**What is needed**. Could you write out each of the records below exactly?
Start of Source data
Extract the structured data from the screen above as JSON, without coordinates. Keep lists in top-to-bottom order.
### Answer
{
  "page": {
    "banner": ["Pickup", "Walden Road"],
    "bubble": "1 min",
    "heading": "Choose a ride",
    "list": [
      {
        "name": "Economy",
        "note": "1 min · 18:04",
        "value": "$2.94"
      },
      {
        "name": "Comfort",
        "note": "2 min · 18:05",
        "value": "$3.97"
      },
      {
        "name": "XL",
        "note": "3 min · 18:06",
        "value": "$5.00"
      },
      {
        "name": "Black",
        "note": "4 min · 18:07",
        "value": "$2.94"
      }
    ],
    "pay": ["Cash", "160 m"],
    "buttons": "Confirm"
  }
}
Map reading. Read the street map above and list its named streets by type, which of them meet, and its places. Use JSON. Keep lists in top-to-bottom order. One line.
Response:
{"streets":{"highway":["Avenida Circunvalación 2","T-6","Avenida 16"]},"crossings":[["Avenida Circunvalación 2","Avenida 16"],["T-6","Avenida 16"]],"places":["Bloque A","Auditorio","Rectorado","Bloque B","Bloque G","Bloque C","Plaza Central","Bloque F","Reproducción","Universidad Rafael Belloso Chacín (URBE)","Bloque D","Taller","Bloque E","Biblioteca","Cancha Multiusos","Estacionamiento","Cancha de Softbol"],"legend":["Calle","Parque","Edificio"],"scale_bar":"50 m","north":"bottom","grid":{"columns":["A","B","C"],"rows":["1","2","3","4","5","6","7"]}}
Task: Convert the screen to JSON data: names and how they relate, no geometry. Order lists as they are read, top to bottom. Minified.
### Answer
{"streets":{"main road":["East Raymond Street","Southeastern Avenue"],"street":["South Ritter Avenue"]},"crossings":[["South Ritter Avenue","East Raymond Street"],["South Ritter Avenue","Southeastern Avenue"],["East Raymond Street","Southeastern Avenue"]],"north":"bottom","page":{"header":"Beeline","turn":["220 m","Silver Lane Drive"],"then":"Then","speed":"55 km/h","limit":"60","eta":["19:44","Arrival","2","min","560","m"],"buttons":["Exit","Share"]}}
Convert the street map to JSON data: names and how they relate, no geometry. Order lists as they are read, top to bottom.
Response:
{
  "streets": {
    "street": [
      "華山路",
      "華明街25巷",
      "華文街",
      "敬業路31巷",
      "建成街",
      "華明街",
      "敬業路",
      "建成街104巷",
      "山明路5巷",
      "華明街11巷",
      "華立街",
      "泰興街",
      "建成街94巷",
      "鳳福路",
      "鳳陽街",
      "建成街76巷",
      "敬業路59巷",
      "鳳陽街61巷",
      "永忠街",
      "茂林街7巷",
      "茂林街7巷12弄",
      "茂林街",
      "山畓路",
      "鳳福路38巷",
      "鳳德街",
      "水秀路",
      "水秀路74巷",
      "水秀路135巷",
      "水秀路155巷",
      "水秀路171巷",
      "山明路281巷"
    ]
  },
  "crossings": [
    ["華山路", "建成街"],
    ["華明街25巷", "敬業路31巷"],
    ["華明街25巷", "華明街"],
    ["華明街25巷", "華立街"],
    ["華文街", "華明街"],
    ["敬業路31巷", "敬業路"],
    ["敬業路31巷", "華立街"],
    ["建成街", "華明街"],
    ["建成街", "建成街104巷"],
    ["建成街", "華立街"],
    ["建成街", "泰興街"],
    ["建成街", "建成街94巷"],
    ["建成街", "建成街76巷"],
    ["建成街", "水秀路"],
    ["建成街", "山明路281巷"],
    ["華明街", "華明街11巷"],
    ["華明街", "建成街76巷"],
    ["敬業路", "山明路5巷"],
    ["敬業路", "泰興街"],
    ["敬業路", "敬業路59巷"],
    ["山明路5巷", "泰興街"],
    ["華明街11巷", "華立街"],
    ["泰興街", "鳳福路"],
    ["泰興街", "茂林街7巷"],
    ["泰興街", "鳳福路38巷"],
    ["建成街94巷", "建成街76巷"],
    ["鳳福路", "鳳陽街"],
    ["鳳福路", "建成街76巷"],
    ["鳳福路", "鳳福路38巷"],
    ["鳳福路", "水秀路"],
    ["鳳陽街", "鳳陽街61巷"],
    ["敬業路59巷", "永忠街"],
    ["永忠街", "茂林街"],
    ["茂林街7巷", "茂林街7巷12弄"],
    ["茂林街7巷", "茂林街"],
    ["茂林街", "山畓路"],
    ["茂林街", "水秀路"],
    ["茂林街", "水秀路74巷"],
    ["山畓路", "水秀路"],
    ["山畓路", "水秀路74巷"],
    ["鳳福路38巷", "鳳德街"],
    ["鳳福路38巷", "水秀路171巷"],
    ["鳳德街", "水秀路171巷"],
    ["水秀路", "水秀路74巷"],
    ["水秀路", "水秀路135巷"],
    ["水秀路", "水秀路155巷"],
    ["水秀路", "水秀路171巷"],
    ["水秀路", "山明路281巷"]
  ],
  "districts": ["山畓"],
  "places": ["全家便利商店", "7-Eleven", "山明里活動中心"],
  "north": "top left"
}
End of Source data
**Written response**.
Extract the structured data from the screen above as JSON, without coordinates. Keep lists in top-to-bottom order.
### Answer
{
  "page": {
    "banner": ["Pickup", "Walden Road"],
    "bubble": "1 min",
    "heading": "Choose a ride",
    "list": [
      {
        "name": "Economy",
        "note": "1 min · 18:04",
        "value": "$2.94"
      },
      {
        "name": "Comfort",
        "note": "2 min · 18:05",
        "value": "$3.97"
      },
      {
        "name": "XL",
        "note": "3 min · 18:06",
        "value": "$5.00"
      },
      {
        "name": "Black",
        "note": "4 min · 18:07",
        "value": "$2.94"
      }
    ],
    "pay": ["Cash", "160 m"],
    "buttons": "Confirm"
  }
}
Map reading. Read the street map above and list its named streets by type, which of them meet, and its places. Use JSON. Keep lists in top-to-bottom order. One line.
Response:
{"streets":{"highway":["Avenida Circunvalación 2","T-6","Avenida 16"]},"crossings":[["Avenida Circunvalación 2","Avenida 16"],["T-6","Avenida 16"]],"places":["Bloque A","Auditorio","Rectorado","Bloque B","Bloque G","Bloque C","Plaza Central","Bloque F","Reproducción","Universidad Rafael Belloso Chacín (URBE)","Bloque D","Taller","Bloque E","Biblioteca","Cancha Multiusos","Estacionamiento","Cancha de Softbol"],"legend":["Calle","Parque","Edificio"],"scale_bar":"50 m","north":"bottom","grid":{"columns":["A","B","C"],"rows":["1","2","3","4","5","6","7"]}}
Task: Convert the screen to JSON data: names and how they relate, no geometry. Order lists as they are read, top to bottom. Minified.
### Answer
{"streets":{"main road":["East Raymond Street","Southeastern Avenue"],"street":["South Ritter Avenue"]},"crossings":[["South Ritter Avenue","East Raymond Street"],["South Ritter Avenue","Southeastern Avenue"],["East Raymond Street","Southeastern Avenue"]],"north":"bottom","page":{"header":"Beeline","turn":["220 m","Silver Lane Drive"],"then":"Then","speed":"55 km/h","limit":"60","eta":["19:44","Arrival","2","min","560","m"],"buttons":["Exit","Share"]}}
Convert the street map to JSON data: names and how they relate, no geometry. Order lists as they are read, top to bottom.
Response:
{
  "streets": {
    "street": [
      "華山路",
      "華明街25巷",
      "華文街",
      "敬業路31巷",
      "建成街",
      "華明街",
      "敬業路",
      "建成街104巷",
      "山明路5巷",
      "華明街11巷",
      "華立街",
      "泰興街",
      "建成街94巷",
      "鳳福路",
      "鳳陽街",
      "建成街76巷",
      "敬業路59巷",
      "鳳陽街61巷",
      "永忠街",
      "茂林街7巷",
      "茂林街7巷12弄",
      "茂林街",
      "山畓路",
      "鳳福路38巷",
      "鳳德街",
      "水秀路",
      "水秀路74巷",
      "水秀路135巷",
      "水秀路155巷",
      "水秀路171巷",
      "山明路281巷"
    ]
  },
  "crossings": [
    ["華山路", "建成街"],
    ["華明街25巷", "敬業路31巷"],
    ["華明街25巷", "華明街"],
    ["華明街25巷", "華立街"],
    ["華文街", "華明街"],
    ["敬業路31巷", "敬業路"],
    ["敬業路31巷", "華立街"],
    ["建成街", "華明街"],
    ["建成街", "建成街104巷"],
    ["建成街", "華立街"],
    ["建成街", "泰興街"],
    ["建成街", "建成街94巷"],
    ["建成街", "建成街76巷"],
    ["建成街", "水秀路"],
    ["建成街", "山明路281巷"],
    ["華明街", "華明街11巷"],
    ["華明街", "建成街76巷"],
    ["敬業路", "山明路5巷"],
    ["敬業路", "泰興街"],
    ["敬業路", "敬業路59巷"],
    ["山明路5巷", "泰興街"],
    ["華明街11巷", "華立街"],
    ["泰興街", "鳳福路"],
    ["泰興街", "茂林街7巷"],
    ["泰興街", "鳳福路38巷"],
    ["建成街94巷", "建成街76巷"],
    ["鳳福路", "鳳陽街"],
    ["鳳福路", "建成街76巷"],
    ["鳳福路", "鳳福路38巷"],
    ["鳳福路", "水秀路"],
    ["鳳陽街", "鳳陽街61巷"],
    ["敬業路59巷", "永忠街"],
    ["永忠街", "茂林街"],
    ["茂林街7巷", "茂林街7巷12弄"],
    ["茂林街7巷", "茂林街"],
    ["茂林街", "山畓路"],
    ["茂林街", "水秀路"],
    ["茂林街", "水秀路74巷"],
    ["山畓路", "水秀路"],
    ["山畓路", "水秀路74巷"],
    ["鳳福路38巷", "鳳德街"],
    ["鳳福路38巷", "水秀路171巷"],
    ["鳳德街", "水秀路171巷"],
    ["水秀路", "水秀路74巷"],
    ["水秀路", "水秀路135巷"],
    ["水秀路", "水秀路155巷"],
    ["水秀路", "水秀路171巷"],
    ["水秀路", "山明路281巷"]
  ],
  "districts": ["山畓"],
  "places": ["全家便利商店", "7-Eleven", "山明里活動中心"],
  "north": "top left"
}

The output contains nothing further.